The public debate, co-hosted by York Daily Record and the York County Economic Alliance, was held at the Yorktowne Hotel and included questions from local high school students and audience members.

The two are vying for the seat currently held by Rep. Kevin Schreiber, D-York City, who dropped out of his re-election campaign after announcing in August that he had accepted the position of president and CEO of YCEA.

York City Council President Hill-Evans was participating in her second public forum related to the election as she was selected from a field of six candidates by the Democratic Party of York County to replace Schreiber on the ballot.

Unlike that forum among fellow Democrats, Thursday's debate featured many disagreements on how to address issues facing the district.

Property tax: One of the most spirited back-and-forths centered on a question regarding school property-tax reform.

Throughout his campaign, Sears has spoken out in favor of eliminating school property taxes, and he reiterated this stance during the debate.

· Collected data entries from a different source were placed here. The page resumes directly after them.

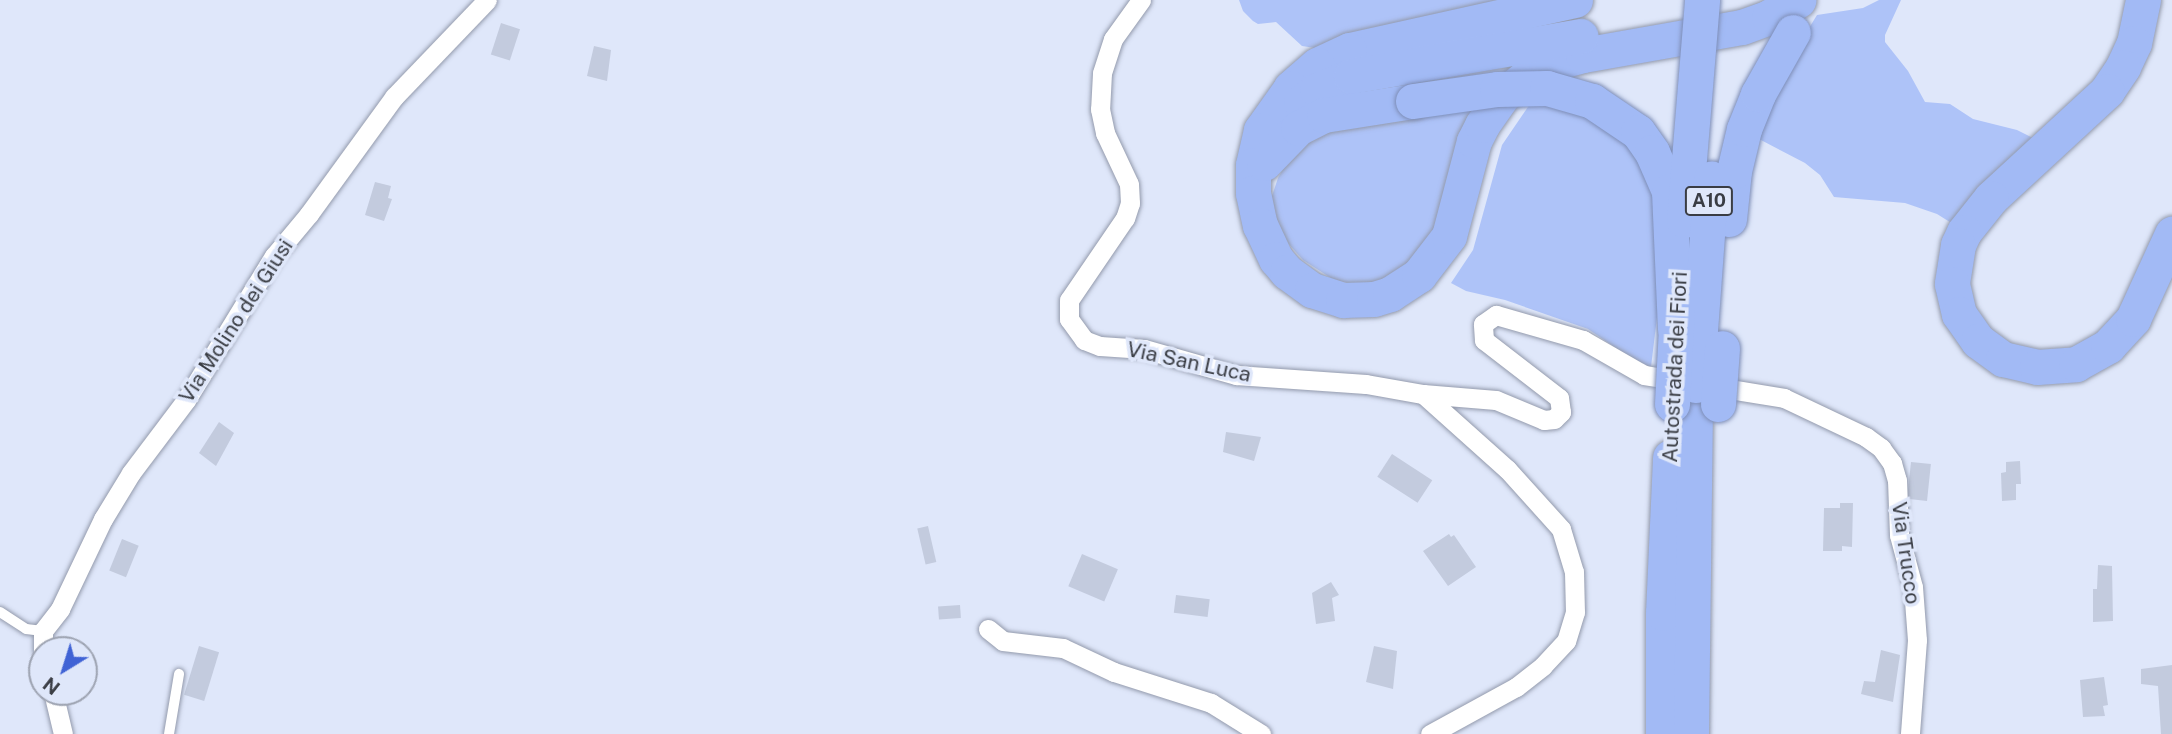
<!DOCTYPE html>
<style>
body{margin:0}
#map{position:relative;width:2172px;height:734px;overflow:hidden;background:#dfe7fa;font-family:"Public Sans",sans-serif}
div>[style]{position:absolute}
.green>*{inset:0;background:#aec3f8}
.building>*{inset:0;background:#c3cbde;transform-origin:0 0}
.roads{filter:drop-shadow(0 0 2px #939aac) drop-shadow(0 0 2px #939aac)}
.lane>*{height:10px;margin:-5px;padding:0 5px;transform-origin:5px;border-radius:5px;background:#fff}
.street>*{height:19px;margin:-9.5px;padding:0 9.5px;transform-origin:9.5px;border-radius:9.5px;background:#fff}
.highway>*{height:35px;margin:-17.5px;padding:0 17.5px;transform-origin:17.5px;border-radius:17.5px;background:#a2baf5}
.bridges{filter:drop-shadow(0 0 2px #7e8eb7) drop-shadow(0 0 2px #7e8eb7)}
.highway-bridge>*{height:35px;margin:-17.5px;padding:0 17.5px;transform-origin:17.5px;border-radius:17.5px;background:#a2baf5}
span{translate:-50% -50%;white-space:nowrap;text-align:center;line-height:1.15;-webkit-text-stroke:7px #dfe7fa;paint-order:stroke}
.shield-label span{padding:2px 5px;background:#dfe7fa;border:2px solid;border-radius:5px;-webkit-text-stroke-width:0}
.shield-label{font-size:19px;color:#3a3d44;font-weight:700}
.street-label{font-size:21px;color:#3a3d44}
.north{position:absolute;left:28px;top:636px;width:70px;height:70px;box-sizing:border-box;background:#dfe7fa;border:2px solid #9da3b1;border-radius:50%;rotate:218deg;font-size:19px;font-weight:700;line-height:28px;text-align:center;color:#3a3d44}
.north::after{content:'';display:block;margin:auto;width:24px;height:32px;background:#4063d5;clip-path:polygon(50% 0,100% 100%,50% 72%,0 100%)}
</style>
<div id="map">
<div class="green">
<i style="clip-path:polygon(1239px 0,1513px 0,1315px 48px,1302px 46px,1276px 22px,1258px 24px,1253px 21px,1243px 11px)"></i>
<i style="clip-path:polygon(1879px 0,1901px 0,1885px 35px,1885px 42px,1908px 71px,1925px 102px,1950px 104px,1973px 119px,2017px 130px,2037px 140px,1953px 224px,1937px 214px,1905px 203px,1834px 197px,1820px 175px,1805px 163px,1759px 139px,1761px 107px,1817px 15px,1863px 8px)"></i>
<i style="clip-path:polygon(1530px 104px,1569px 106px,1619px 132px,1659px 197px,1660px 292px,1651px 367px,1635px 361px,1588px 329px,1505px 300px,1466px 291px,1451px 283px,1473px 250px,1502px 145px)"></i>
<i style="clip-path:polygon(1478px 109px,1436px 235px,1390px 281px,1353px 284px,1334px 280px,1303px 260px,1278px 232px,1272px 215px,1272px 196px,1278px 178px,1292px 153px,1328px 124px)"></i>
</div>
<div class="building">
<i style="left:501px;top:23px;width:20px;height:33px;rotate:18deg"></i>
<i style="clip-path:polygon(594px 46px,611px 50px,607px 81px,587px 76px)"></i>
<i style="clip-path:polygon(375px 182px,391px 186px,388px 198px,392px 199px,384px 221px,365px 215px)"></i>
<i style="clip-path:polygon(219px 422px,234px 433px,216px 466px,199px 453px)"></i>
<i style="clip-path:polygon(1226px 432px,1261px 437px,1254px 461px,1223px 452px)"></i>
<i style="left:1392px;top:454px;width:48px;height:27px;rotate:33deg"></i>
<i style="clip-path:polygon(2020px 461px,2021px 484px,2016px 484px,2016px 500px,2002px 501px,2001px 473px,2006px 472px,2006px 462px)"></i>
<i style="left:1911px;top:462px;width:20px;height:37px;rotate:6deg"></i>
<i style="clip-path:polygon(1840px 503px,1853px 503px,1852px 547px,1842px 546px,1842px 551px,1823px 551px,1824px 508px,1840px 508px)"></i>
<i style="left:928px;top:526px;width:37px;height:11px;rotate:77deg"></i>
<i style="clip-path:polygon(1449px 534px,1451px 537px,1454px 535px,1476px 567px,1448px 586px,1423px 551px)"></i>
<i style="left:122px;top:539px;width:18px;height:34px;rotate:22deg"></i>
<i style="left:1082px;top:554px;width:39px;height:35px;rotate:23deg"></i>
<i style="clip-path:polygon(2098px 565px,2112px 566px,2113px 621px,2093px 622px,2093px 589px,2097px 589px)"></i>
<i style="clip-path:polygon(1331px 582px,1339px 595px,1332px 598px,1335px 621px,1316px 624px,1312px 593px)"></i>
<i style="left:1176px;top:595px;width:34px;height:18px;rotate:7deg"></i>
<i style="left:960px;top:605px;width:13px;height:22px;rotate:86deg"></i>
<i style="left:199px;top:646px;width:21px;height:51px;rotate:17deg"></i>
<i style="clip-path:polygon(1374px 646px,1397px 651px,1393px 689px,1366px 682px)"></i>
<i style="clip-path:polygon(1881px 650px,1900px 655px,1893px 702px,1861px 694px,1864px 681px,1875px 682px)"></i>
<i style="clip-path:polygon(2172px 665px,2172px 734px,2161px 734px,2158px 686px,2141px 684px,2141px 669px)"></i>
<i style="clip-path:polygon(2104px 677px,2108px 705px,2103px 706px,2105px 716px,2083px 717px,2080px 680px)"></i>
</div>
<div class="roads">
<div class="lane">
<i style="left:0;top:612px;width:31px;rotate:33deg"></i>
<i style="left:26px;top:629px;width:17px;rotate:7deg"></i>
<i style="left:169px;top:734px;width:61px;rotate:-80.5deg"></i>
</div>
<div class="street">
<i style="left:1141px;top:0;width:48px;rotate:125.7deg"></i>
<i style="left:1113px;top:39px;width:36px;rotate:108deg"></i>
<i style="left:1102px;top:73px;width:36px;rotate:93deg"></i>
<i style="left:1100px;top:109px;width:25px;rotate:78deg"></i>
<i style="left:1105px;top:133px;width:56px;rotate:64.8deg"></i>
<i style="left:1129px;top:184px;width:19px;rotate:87deg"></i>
<i style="left:1130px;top:203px;width:16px;rotate:108deg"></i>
<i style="left:1125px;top:218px;width:99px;rotate:124.3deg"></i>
<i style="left:1069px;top:300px;width:19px;rotate:90deg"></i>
<i style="left:1069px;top:319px;width:26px;rotate:54deg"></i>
<i style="left:1084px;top:340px;width:17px;rotate:21deg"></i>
<i style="left:1100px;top:346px;width:44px;rotate:3.9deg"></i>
<i style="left:1144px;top:349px;width:96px;rotate:15.8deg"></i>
<i style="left:1236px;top:375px;width:130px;rotate:4deg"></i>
<i style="left:1366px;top:384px;width:58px;rotate:10deg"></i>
<i style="left:1423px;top:394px;width:73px;rotate:4.7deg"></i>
<i style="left:1496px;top:400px;width:52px;rotate:22.6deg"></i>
<i style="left:1544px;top:420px;width:10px;rotate:-6deg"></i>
<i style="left:1554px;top:419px;width:10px;rotate:-45deg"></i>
<i style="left:1561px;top:412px;width:14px;rotate:-98deg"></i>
<i style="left:1559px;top:398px;width:95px;rotate:-142.3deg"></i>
<i style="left:1484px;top:340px;width:16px;rotate:-94deg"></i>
<i style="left:1483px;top:324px;width:16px;rotate:-35deg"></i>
<i style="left:1496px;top:315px;width:91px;rotate:16deg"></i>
<i style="left:1583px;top:340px;width:70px;rotate:29.8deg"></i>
<i style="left:1644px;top:375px;width:37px;rotate:9deg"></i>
<i style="left:1711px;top:386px;width:74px;rotate:9.3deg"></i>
<i style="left:1784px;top:398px;width:91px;rotate:25.4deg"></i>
<i style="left:1866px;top:437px;width:19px;rotate:36deg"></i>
<i style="left:1881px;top:448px;width:19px;rotate:54deg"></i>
<i style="left:1892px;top:463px;width:18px;rotate:74deg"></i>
<i style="left:1897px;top:480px;width:55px;rotate:87.9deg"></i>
<i style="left:1899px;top:535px;width:54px;rotate:74.9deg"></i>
<i style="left:1913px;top:587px;width:53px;rotate:85.7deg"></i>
<i style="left:1917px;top:640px;width:94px;rotate:94.3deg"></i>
<i style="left:1423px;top:394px;width:113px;rotate:41.8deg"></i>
<i style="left:1507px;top:469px;width:81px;rotate:48deg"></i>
<i style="left:1561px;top:529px;width:45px;rotate:73.2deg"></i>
<i style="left:1574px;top:572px;width:40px;rotate:88.6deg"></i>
<i style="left:1575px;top:612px;width:30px;rotate:107deg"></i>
<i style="left:1566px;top:641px;width:34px;rotate:133deg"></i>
<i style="left:1543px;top:666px;width:34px;rotate:142deg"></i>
<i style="left:1516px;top:687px;width:98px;rotate:151.3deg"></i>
<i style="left:988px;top:629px;width:19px;rotate:39deg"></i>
<i style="left:1003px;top:641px;width:60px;rotate:6.7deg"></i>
<i style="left:1063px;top:648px;width:56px;rotate:25.2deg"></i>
<i style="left:1114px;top:672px;width:102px;rotate:17.7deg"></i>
<i style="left:1211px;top:703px;width:59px;rotate:31.8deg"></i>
<i style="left:43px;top:650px;width:19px;rotate:-90deg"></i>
<i style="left:43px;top:631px;width:28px;rotate:-52deg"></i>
<i style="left:60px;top:609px;width:100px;rotate:-64.5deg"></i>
<i style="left:103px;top:519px;width:54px;rotate:-58.7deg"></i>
<i style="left:131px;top:473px;width:91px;rotate:-53deg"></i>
<i style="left:186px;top:400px;width:169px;rotate:-58.6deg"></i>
<i style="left:274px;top:256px;width:55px;rotate:-50.2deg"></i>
<i style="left:309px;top:214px;width:145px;rotate:-54deg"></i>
<i style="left:394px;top:97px;width:134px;rotate:-46.2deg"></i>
<i style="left:53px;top:692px;width:43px;rotate:76.6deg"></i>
</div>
<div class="highway">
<i style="left:1575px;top:0;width:231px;rotate:167.5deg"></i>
<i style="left:1349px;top:50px;width:35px;rotate:155deg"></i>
<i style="left:1317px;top:65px;width:35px;rotate:139deg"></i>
<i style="left:1291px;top:88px;width:52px;rotate:125.5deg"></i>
<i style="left:1261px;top:130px;width:36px;rotate:103deg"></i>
<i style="left:1253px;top:165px;width:28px;rotate:90deg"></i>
<i style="left:1253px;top:193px;width:33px;rotate:78deg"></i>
<i style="left:1260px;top:225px;width:38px;rotate:65deg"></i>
<i style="left:1276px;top:259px;width:17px;rotate:50deg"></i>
<i style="left:1287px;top:272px;width:31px;rotate:36deg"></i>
<i style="left:1312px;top:290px;width:33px;rotate:18deg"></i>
<i style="left:1343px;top:300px;width:31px;rotate:-2deg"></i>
<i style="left:1374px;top:299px;width:17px;rotate:-17deg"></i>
<i style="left:1390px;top:294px;width:35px;rotate:-33deg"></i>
<i style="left:1419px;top:275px;width:49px;rotate:-52.4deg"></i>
<i style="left:1449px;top:236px;width:98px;rotate:-75.3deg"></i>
<i style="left:1474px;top:141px;width:18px;rotate:-63deg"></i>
<i style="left:1482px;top:125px;width:37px;rotate:-55deg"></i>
<i style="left:1503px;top:95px;width:24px;rotate:-38deg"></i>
<i style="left:1522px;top:80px;width:28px;rotate:-32deg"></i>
<i style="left:1546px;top:65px;width:38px;rotate:-15deg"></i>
<i style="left:1583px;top:55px;width:161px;rotate:-10deg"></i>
<i style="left:1742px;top:27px;width:29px;rotate:-20deg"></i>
<i style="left:1769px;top:17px;width:34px;rotate:-30deg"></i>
<i style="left:2143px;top:0;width:44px;rotate:101.8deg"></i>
<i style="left:2134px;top:43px;width:26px;rotate:115deg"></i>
<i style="left:2123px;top:67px;width:29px;rotate:124deg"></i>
<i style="left:2107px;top:91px;width:158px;rotate:137.3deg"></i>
<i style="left:1991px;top:198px;width:43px;rotate:128.5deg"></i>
<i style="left:1964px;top:232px;width:14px;rotate:115deg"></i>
<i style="left:1958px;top:245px;width:39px;rotate:99deg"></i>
<i style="left:1952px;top:284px;width:31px;rotate:77deg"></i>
<i style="left:1959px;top:314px;width:33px;rotate:55deg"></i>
<i style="left:1978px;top:341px;width:31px;rotate:36deg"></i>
<i style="left:2003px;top:359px;width:35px;rotate:13deg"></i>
<i style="left:2037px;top:367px;width:39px;rotate:-4deg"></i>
<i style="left:2076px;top:364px;width:37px;rotate:-29deg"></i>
<i style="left:2108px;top:346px;width:37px;rotate:-47deg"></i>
<i style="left:2133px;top:319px;width:94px;rotate:-65.4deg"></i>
<i style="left:1301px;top:102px;width:20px;rotate:-37deg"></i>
<i style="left:1317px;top:90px;width:37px;rotate:-22deg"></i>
<i style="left:1351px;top:76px;width:233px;rotate:-9.9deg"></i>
<i style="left:1264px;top:163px;width:49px;rotate:-45.8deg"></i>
<i style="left:1298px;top:128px;width:29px;rotate:-27deg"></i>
<i style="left:1324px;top:115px;width:90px;rotate:-8.9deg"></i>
<i style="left:1663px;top:734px;width:121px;rotate:-90deg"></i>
<i style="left:1663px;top:613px;width:156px;rotate:-87.4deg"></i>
<i style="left:1691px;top:734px;width:331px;rotate:-89.3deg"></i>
</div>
</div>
<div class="bridges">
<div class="highway-bridge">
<i style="left:1413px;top:101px;width:85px;rotate:-8.1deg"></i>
<i style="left:1497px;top:89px;width:50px;rotate:-1.1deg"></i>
<i style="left:1547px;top:88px;width:47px;rotate:16.1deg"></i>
<i style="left:1592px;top:101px;width:55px;rotate:34deg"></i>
<i style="left:1638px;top:132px;width:24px;rotate:55deg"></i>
<i style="left:1652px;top:152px;width:43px;rotate:66.4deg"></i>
<i style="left:1669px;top:191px;width:138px;rotate:87.5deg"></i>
<i style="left:1729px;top:219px;width:48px;rotate:-84.1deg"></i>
<i style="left:1734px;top:171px;width:43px;rotate:-76.6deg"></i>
<i style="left:1744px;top:129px;width:38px;rotate:-68deg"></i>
<i style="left:1758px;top:94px;width:71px;rotate:-60.6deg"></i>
<i style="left:1684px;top:220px;width:221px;rotate:-85.3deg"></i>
<i style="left:1696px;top:385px;width:207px;rotate:-85.8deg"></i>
<i style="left:1672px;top:404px;width:97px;rotate:-87deg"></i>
<i style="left:1718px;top:404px;width:56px;rotate:-85.9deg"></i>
</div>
</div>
<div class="shield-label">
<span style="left:1709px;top:201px">A10</span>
</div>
<div class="street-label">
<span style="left:236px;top:321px;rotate:-57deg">Via Molino dei Giusi</span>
<span style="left:1189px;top:362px;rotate:12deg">Via San Luca</span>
<span style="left:1675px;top:367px;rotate:-87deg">Autostrada dei Fiori</span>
<span style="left:1906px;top:553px;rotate:82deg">Via Trucco</span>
</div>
<div class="north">N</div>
</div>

Sears, pointing out that York City has some of highest property taxes in the state, said that he would propose funding schools through an increase in income and sales taxes.

"We should spread the cost of education to the broadest (group of people) as possible," he said.

Hill-Evans pointed out that state legislators have been discussing such a proposal for many years and have found it to be unreasonable.

She said property-tax reform, which she's in favor of, should come incrementally and in a sustainable manner.

Minimum wage: The two also strongly disagreed when discussing whether or not to raise the minimum wage.

Hill-Evans said she's "absolutely" in favor of raising the minimum wage to $10.10 or even $15 per hour.

"It just doesn't make sense for someone to work 40 hours a week and not be able to support their family," she said.

Sears said increasing minimum wage would be a job killer, especially for small businesses.

He also pointed out that wages appear to be rising on their own in response to market trends.

Other contentions: During the lightning-round portion of the debate, Hill-Evans expressed support, as she has in the past, for Democratic presidential candidate Hillary Clinton, while Sears simply answered "yes" when asked whether he supported Clinton, Republican Donald Trump or a third-party candidate.

Sears, a software engineer living in Spring Garden Township, was able to reiterate a point he's stressed throughout his campaign while debating an audience question regarding infrastructure in the district.

Sears said he would recommend incorporating more crosswalks and bicycle lanes, and Hill-Evans said the city has already added those features.

"We're not just the city," Sears said of the district, which also represents West York and Spring Garden and West Manchester townships. "The district is behind."

Sears went back to this thought during his closing remarks.

"It seems that most of what goes on here is concentrated within a three-block radius of City Hall," he said. "We need someone who will represent the whole district."

In her closing remarks, Hill-Evans touted her government experience and leadership qualities and expressed a desire to focus on improving educational opportunities for all.